Disappointed due to decreased radex. 9MFY23 core net profit of RM1.9m came in at 43% and 38% of our full-year forecast and the full-year consensus estimate, respectively. The variance versus our forecast was due to lower-than-expected radex, coupled with higher taxes.

Impacted by broader industry decline in radex. STAR’s topline expansion was mainly attributed to the property development segment, following the launch of the Star Business Hub (SBH) project. To a lesser extent, revenue was also boosted by the print segment on the back of: (i) cover price increase, and (ii) higher adex from a new product, Majoriti 7 (launch: late-2022).

However, its YTD bottomline (-71%) was dragged by the Radio segment due to lower radex. This is in-line with the broader industry-wide deterioration for radex (-3% YTD). As a result, the segment slipped into pre-tax losses in 3QFY23 after it turned around in the prior two quarters. Additionally, the decline in group earnings was exacerbated by: (i) increase in newsprint costs, (ii) stronger USD/MYR which we believe led to higher content costs, and (iii) higher effective tax rate of 29% (9MFY22: 8%).

According to Nielson, 9MFY23 adex for The Star newspaper plummeted by 13% YTD. On the other hand, revenue for the print, digital and events segment increased by 4% YTD. We believe this was mainly due to the increase in The Star’s cover price since April to RM2.00 daily from RM1.60 (weekday) and RM1.80 (weekends).

On a brighter note, there was sequential improvement in 3QFY23 topline as well as pre-tax margin and profit at the property segment. Hence, this suggests that this segment may potentially emerge as a key earnings anchor in future.

Hope for property to anchor earnings. We are encouraged by the sustained turnaround at the property segment since 2QFY23 following SBH’s launch. To recap, this project has an estimated gross development value of RM130m and comprises five office complexes cum warehouses located in Bukit Jelutong, Shah Alam. We believe that successful execution of this project will catalyse STAR to deploy additional resources from its war chest to fund its diversification into property development. Additionally, this may also compel the group to monetize and develop its valuable land bank which includes assets at Bayan Lepas, Penang and Shah Alam, Selangor.

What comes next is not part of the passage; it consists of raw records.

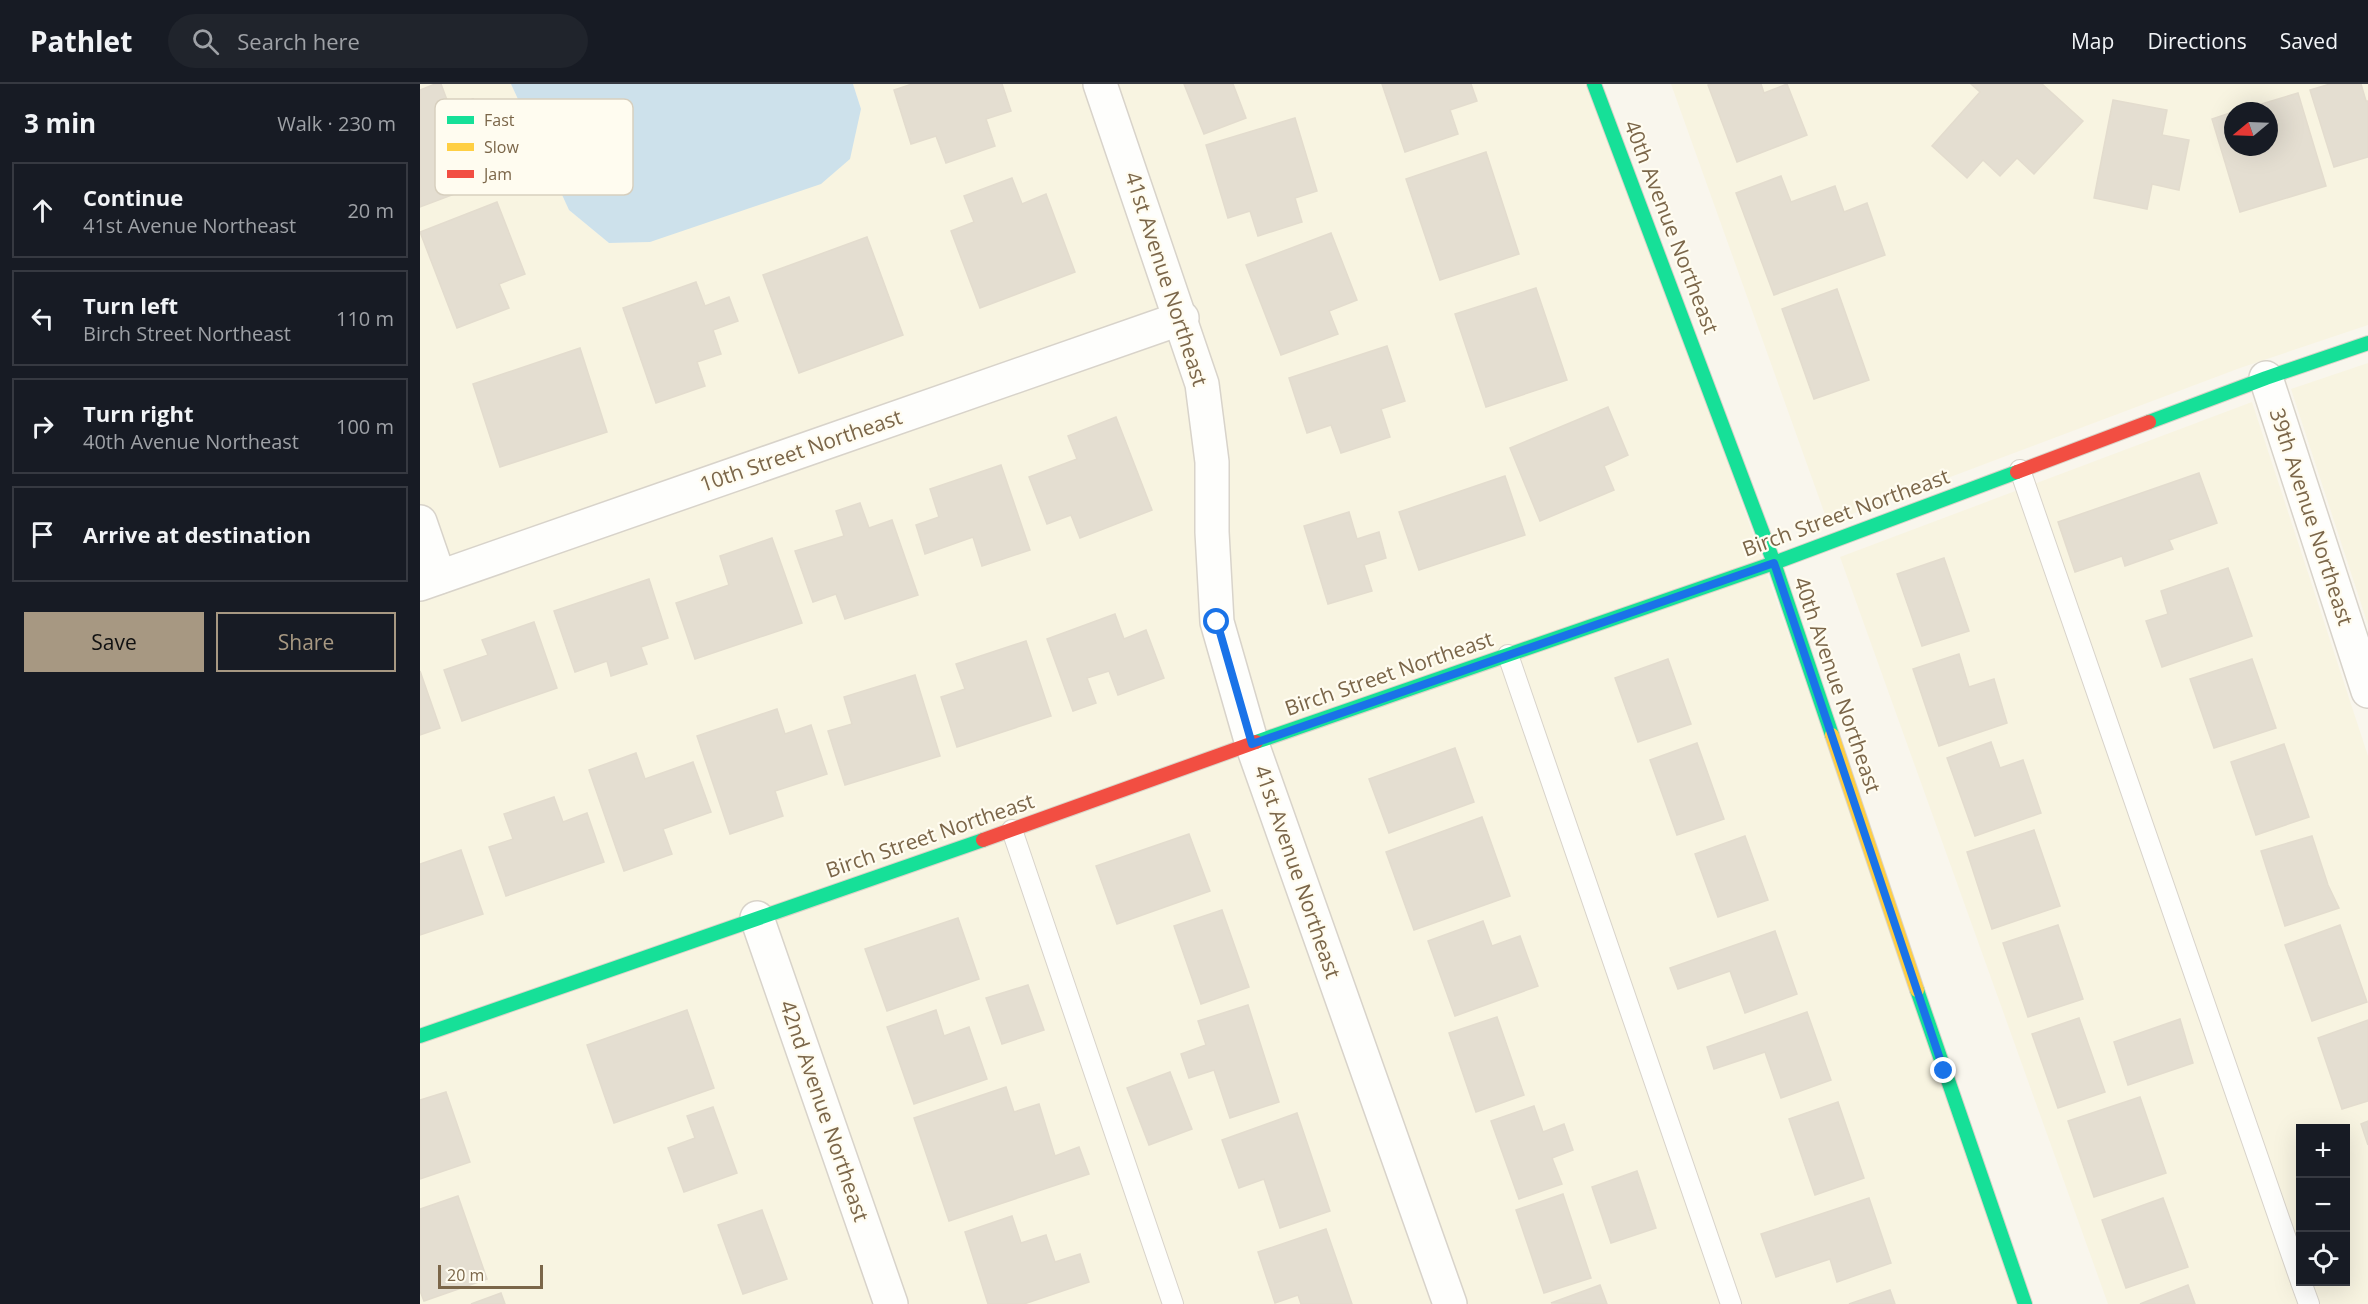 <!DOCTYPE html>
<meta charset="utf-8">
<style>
body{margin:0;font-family:"Open Sans",sans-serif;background:#20242c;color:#f1f3f6}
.controls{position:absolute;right:18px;bottom:18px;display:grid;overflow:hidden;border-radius:0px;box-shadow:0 6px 24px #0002}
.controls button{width:54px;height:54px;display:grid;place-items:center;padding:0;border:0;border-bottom:2px solid #363941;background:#171b24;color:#f1f3f6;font:30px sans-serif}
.compass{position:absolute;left:1804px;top:18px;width:54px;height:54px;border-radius:50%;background:#171b24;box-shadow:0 6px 24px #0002;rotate:251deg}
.scale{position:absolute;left:18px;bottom:15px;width:105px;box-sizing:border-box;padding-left:6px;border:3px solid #7b6649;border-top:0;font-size:16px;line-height:21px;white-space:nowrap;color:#7b6649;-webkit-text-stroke:4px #fffcf0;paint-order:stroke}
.stop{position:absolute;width:18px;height:18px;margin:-14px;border:4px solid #1a73e8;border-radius:50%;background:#fff}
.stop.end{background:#1a73e8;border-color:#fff;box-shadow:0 2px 6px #0008}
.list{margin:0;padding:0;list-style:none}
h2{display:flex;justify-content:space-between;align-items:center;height:78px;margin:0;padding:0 24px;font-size:26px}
h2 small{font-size:20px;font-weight:400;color:#9ea1a6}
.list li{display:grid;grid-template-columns:39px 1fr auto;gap:18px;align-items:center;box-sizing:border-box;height:96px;margin:0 12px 12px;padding:0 12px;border:2px solid #363941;border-radius:0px}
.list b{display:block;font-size:22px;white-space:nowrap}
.list p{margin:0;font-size:20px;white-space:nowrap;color:#9ea1a6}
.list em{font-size:20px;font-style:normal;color:#9ea1a6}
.actions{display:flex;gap:12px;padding:18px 24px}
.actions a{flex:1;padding:14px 0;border:2px solid #a79882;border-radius:0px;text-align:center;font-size:21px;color:#a79882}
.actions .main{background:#a79882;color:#111}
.icon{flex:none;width:33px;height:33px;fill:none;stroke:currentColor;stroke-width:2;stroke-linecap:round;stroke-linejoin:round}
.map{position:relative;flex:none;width:1948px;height:1220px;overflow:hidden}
header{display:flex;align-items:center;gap:36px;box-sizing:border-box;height:84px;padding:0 30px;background:#171b24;border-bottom:2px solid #363941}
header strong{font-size:28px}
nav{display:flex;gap:33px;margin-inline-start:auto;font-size:21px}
.search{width:420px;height:54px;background:#20242c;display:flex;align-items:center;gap:15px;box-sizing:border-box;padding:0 21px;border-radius:33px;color:#9ea1a6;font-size:22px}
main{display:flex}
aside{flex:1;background:#171b24}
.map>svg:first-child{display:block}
.residential{fill:#f8f4e1;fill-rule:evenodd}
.water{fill:#cde1eb}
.building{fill:#e4ded1;stroke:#e3dcce;stroke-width:1.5}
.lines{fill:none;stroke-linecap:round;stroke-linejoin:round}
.lane-casing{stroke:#d8d3ca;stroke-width:22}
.street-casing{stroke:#d8d3ca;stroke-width:36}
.fast-casing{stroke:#d9d3c8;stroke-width:16}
.slow-casing{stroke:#d9d3c8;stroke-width:16}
.jam-casing{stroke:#d9d3c8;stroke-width:16}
.lane{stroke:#fefefc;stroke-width:20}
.street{stroke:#fefefc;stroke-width:33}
.fast{stroke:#16e098;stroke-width:14}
.slow{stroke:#ffcf43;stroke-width:14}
.jam{stroke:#f24e42;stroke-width:14}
.route{stroke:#1a73e8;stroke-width:8}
.labels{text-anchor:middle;stroke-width:4.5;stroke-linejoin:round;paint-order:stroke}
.street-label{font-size:21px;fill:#7b6649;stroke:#fffcf0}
.key{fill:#fffcf0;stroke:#d7cfbe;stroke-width:1.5}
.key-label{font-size:16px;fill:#7b6649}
</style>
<header>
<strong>Pathlet</strong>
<div class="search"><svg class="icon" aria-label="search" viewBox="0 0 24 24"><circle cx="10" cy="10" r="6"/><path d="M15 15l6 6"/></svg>Search here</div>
<nav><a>Map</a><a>Directions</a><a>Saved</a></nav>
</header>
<main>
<aside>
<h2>3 min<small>Walk · 230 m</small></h2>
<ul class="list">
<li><svg class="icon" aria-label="ahead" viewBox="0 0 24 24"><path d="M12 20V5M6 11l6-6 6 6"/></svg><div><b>Continue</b><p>41st Avenue Northeast</p></div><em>20 m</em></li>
<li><svg class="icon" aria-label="left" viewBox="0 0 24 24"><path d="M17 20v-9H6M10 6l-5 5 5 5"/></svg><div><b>Turn left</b><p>Birch Street Northeast</p></div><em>110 m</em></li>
<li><svg class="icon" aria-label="right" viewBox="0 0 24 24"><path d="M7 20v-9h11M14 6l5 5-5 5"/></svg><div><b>Turn right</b><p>40th Avenue Northeast</p></div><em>100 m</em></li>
<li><svg class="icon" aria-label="arrive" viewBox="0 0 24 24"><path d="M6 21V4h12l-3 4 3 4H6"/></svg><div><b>Arrive at destination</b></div></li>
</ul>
<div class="actions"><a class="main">Save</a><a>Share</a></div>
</aside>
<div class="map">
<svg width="1948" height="1220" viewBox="0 0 1948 1220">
<rect width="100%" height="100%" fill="#f9f6ed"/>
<g class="residential">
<path d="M0,0h91l58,126 40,33 41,-1 211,-133 -8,-25h741l431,1220h-1605z"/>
<path d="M1251,0h697v241l-128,43 -412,155zM1813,27h36v36h-36z"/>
<path d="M1948,279v262l-77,-236z"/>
<path d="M1832,318l116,354v548h-260l-268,-747zM1880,1044h46v154h-46z"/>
</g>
<path class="water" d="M91,0h342l8,25 -11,50 -29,25 -171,58 -41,1 -40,-33z"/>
<g class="building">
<path d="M15,0h6l9,24 23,-9 29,77 -82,31v-117z"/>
<path d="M492,0h90l9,27 -25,8 9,27 -49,17 -10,-27 -25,8 -17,-54z"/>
<path d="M764,0h49l13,34 -42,16z"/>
<path d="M962,0h89l6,17 -27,9 8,24 -53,18z"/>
<path d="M1292,0h49l3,9 23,-9 20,51 -70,27 -29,-77z"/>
<path d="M1551,0h71l41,37 -49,53 -17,-16 -17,18 -17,-16 -16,18 -35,-32 48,-54z"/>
<path d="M1910,0h31l5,17h2v56l-34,10 -24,-77z"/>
<path d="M1878,9l28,93 -86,26 -28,-93 21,-7v35h36v-36h-31z"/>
<path d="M1693,16l54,10 -5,25 27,5 -10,50 -27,-6 -5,25 -53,-11z"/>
<path d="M875,34l22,73 -22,7 7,24 -44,14 -8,-25 -22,7 -22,-73z"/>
<path d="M1066,68l33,102 -79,26 -34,-101z"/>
<path d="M1361,92l10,26 44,-16 9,26 23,-9 18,52 -111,40 -38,-102z"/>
<path d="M592,94l10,26 24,-10 29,78 -95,36 -29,-77 23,-9 -10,-26z"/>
<path d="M77,118l28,72 -26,10 10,24 -52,20 -37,-96z"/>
<path d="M911,149l26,67 -28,11 9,23 -57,21 -35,-90z"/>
<path d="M447,153l36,98 -104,38 -36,-98z"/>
<path d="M276,198l9,24 24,-9 9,24 -25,9 8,24 -24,8 8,24 -49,17 -33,-95z"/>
<path d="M1116,204l31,92 -81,27 -31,-93z"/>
<path d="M1417,205l32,91 -55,19 -32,-90z"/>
<path d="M967,262l18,55 -24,8 9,28 -49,16 -10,-28 -24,8 -18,-55z"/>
<path d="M160,264l27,84 -107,35 -27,-83z"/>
<path d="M1188,323l20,48 -24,11 10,24 -74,31 -30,-73z"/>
<path d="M696,333l36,93 -72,28 -9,-23 -24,9 -18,-47 48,-18 -9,-23z"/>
<path d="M581,381l29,85 -48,16 -9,-29 -48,17 -9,-29 23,-8 -9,-28z"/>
<path d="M1779,389l18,50 -48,17 4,9 -48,17 -3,-10 -47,16 -17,-50z"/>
<path d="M1085,392l20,59 -106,35 -20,-58z"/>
<path d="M440,419l9,25 23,-8 26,75 -73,24 -9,-25 -23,8 -18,-51 49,-15 -8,-25z"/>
<path d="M929,428l8,27 22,-7 7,26 -22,7 8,26 -44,13 -24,-78z"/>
<path d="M352,454l30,85 -107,36 -19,-56 53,-18 -9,-29z"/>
<path d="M1524,474l25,73 -47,15 -25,-72z"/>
<path d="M1808,484l24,68 -90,31 -16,-46 22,-7 -7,-23z"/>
<path d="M229,495l19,59 -27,9 6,17 -36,12 -4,-15 -32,11 -21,-61z"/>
<path d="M695,530l9,25 22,-9 18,48 -46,17 -9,-24 -22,7 9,25 -23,8 -26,-72z"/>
<path d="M114,538l23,66 -95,33 -18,-51 44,-15 -6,-15z"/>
<path d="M606,557l25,75 -94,31 -16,-50 24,-8 -9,-25z"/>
<path d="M1539,570l10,33 25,-8 13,44 -68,23 -26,-77z"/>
<path d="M1248,575l23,65 -53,18 -23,-64z"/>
<path d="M1832,575l24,69 -62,20 -24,-69z"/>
<path d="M0,587l20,57 -20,7z"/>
<path d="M495,591l25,81 -95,29 -17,-54 24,-7 -8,-27z"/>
<path d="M357,625l8,25 26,-9 16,49 -52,17 8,25 -53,18 -33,-98z"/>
<path d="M1571,658l9,26 23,-8 18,53 -66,23 -28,-78z"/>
<path d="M1277,659l27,76 -47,16 -27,-75z"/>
<path d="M1864,660l25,73 -53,18 -25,-73z"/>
<path d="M1035,664l19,54 -85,31 -20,-54z"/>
<path d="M216,669l9,26 48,-17 18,50 -48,17 9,25 -48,17 -35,-101z"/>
<path d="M134,713l9,25 24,-9 17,49 -98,34 -17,-49 24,-8 -9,-25z"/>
<path d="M1062,733l28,79 -96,34 -28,-78z"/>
<path d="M1614,746l26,76 -68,23 -25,-77z"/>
<path d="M769,750l21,57 -93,33 -21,-58z"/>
<path d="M1325,752l23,64 -50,17 -23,-63z"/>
<path d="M1892,752l16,49 11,23 -54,18 -24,-75z"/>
<path d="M41,766l22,64 -63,21v-71z"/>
<path d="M802,826l27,77 -48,17 -27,-78z"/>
<path d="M538,834l21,61 -92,32 -22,-62z"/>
<path d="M1063,837l9,25 28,-10 18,50 -83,30 -27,-75z"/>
<path d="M1638,841l25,74 -55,18 -25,-74z"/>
<path d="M1920,841l27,77 -55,19 -27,-76z"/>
<path d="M1355,847l22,63 -52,19 -15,-42 -52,18 -8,-21z"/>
<path d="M608,901l16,45 -42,14 -16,-46z"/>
<path d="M828,921l31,97 -49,16 -16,-48 -25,8 -8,-24 25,-9 -8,-24z"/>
<path d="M267,926l27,78 -100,35 -27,-78z"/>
<path d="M516,926l8,26 25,-9 18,52 -73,25 -27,-77z"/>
<path d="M1387,928l24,68 -50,18 -16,-46 -51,17 -7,-22z"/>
<path d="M1077,933l27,78 -48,17 -27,-79z"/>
<path d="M1659,934l26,74 -47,16 -26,-74z"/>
<path d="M1760,935l13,44 -65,22 -14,-43z"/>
<path d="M1948,936v81l-26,8 -24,-71z"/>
<path d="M750,988l22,57 -43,16 -22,-57z"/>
<path d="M586,1003l8,25 25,-8 16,52 24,-9 10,27 -140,47 -35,-103z"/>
<path d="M26,1008l24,70 -50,17v-79z"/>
<path d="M1720,1013l26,76 -72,24 -26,-76z"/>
<path d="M1418,1018l26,76 -49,17 -26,-76z"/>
<path d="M1114,1022l9,26 21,-8 9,26 -21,8 10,26 -43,15 -28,-78z"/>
<path d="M293,1023l24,66 -53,19 -16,-44 27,-10 -8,-22z"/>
<path d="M877,1029l33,98 -50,17 -16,-49 -25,9 -17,-48z"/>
<path d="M1948,1037v24l-7,-21z"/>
<path d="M1217,1087l19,57 -45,15 -19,-56z"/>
<path d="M1143,1110l28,84 -47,15 -28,-83z"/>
<path d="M38,1112l29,83 -63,22 -4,-10v-82z"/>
<path d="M1449,1114l22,65 -54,19 -7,-23 -54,18 -15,-43z"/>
<path d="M1743,1114l25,69 -62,21 -24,-68z"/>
<path d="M342,1126l25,69 -44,15 -25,-69z"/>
<path d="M592,1132l9,27 25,-8 9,27 25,-8 9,28 -65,22h-36l-23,-72z"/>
<path d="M906,1145l26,75h-51l-3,-9 -23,8 -17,-51z"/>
<path d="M1180,1201l7,19 -56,-1z"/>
<path d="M1768,1201l7,19h-55z"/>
<path d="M1470,1206l5,14h-46z"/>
<path d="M81,1209l4,11h-34z"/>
</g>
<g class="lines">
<defs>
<g id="lane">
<path d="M1600,386l280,809"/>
<path d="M1088,571l223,649"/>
<path d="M592,746l161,474"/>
<path d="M1881,1198l8,22"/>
</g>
<g id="street">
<path d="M680,0l102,300 10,78v70l5,90 35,122 198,560"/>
<path d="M1846,294l102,313"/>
<path d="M0,438l19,55"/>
<path d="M0,500l762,-266"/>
<path d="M337,834l134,386"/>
</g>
<g id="fast">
<path d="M1174,0l180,479 58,172"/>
<path d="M1729,338l117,-44 102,-35"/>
<path d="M836,658l518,-179 243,-91"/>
<path d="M1497,906l108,314"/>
<path d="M0,952l563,-196"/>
</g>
<path id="slow" d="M1412,651l85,255"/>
<g id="jam">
<path d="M1597,388l132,-50"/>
<path d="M563,756l273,-98"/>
</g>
</defs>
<use href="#lane" class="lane-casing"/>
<use href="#street" class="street-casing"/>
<use href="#fast" class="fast-casing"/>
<use href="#slow" class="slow-casing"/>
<use href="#jam" class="jam-casing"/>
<use href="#lane" class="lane"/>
<use href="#street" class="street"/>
<use href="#fast" class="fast"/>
<use href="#slow" class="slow"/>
<use href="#jam" class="jam"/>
</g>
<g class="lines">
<path class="route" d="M797,538l35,122 522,-181 170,508"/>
</g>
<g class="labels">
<g class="street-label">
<text transform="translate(1251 143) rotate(69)" y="7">40th Avenue Northeast</text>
<text transform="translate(746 195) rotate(72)" y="7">41st Avenue Northeast</text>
<text transform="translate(381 367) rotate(-19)" y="7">10th Street Northeast</text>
<text transform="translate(1426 429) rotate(-20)" y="7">Birch Street Northeast</text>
<text transform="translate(1891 433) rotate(72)" y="7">39th Avenue Northeast</text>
<text transform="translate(969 590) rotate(-19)" y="7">Birch Street Northeast</text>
<text transform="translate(1417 601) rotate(71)" y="7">40th Avenue Northeast</text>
<text transform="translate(510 752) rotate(-19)" y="7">Birch Street Northeast</text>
<text transform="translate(877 788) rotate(71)" y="7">41st Avenue Northeast</text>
<text transform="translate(404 1027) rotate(71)" y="7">42nd Avenue Northeast</text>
</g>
</g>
<rect x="15" y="15" width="198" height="96" rx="9" class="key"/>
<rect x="27" y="32" width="27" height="8" fill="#16e098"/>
<rect x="27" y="59" width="27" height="8" fill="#ffcf43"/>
<rect x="27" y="86" width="27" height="8" fill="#f24e42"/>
<g class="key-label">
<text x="64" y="42">Fast</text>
<text x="64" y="69">Slow</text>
<text x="64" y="96">Jam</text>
</g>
</svg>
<div class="controls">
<button>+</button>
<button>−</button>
<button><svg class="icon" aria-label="locate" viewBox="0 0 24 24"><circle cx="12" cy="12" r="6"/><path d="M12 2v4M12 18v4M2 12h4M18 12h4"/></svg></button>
</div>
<svg class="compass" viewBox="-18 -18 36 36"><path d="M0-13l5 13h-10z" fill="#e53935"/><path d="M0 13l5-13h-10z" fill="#9ea1a6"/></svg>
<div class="scale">20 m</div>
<div class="stop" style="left:797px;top:538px"></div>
<div class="stop end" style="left:1524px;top:987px"></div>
</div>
</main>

Moving forward, the softening USD/MYR may provide some relief to the group’s newsprint and content costs. The latter has now retraced to RM4.65/USD after having peaked at RM4.80/USD in late-Oct. Additionally, we expect a seasonal uplift in adex to boost STAR’s earnings in 4QFY23.

Forecasts. Our FY23-24F earnings are lowered by 34% each to reflect lower radex.

Following the cut in our forecasts, our TP is lowered to RM0.52 (from RM0.54) based on unchanged 0.7x FY24F P/NTA. Our valuation implies a discount versus the sector average to reflect STAR’s lower ROE versus sector leader MEDIA. There is no change to our TP based on ESG given a 3-star rating as appraised by us (see Page 4). Maintain OUTPERFORM.

We like STAR due to its: (i) proactive plans to future proof its earnings via a 5-year transformation journey, (ii) strong balance sheet with zero borrowings and sizeable cash of RM363m, and (iii) traction in efforts to transition to digital media.

Key risks to our call include: (i) sluggish progress in digitalization, (ii) inflated newsprint cost, and (iii) poor execution in new property development venture.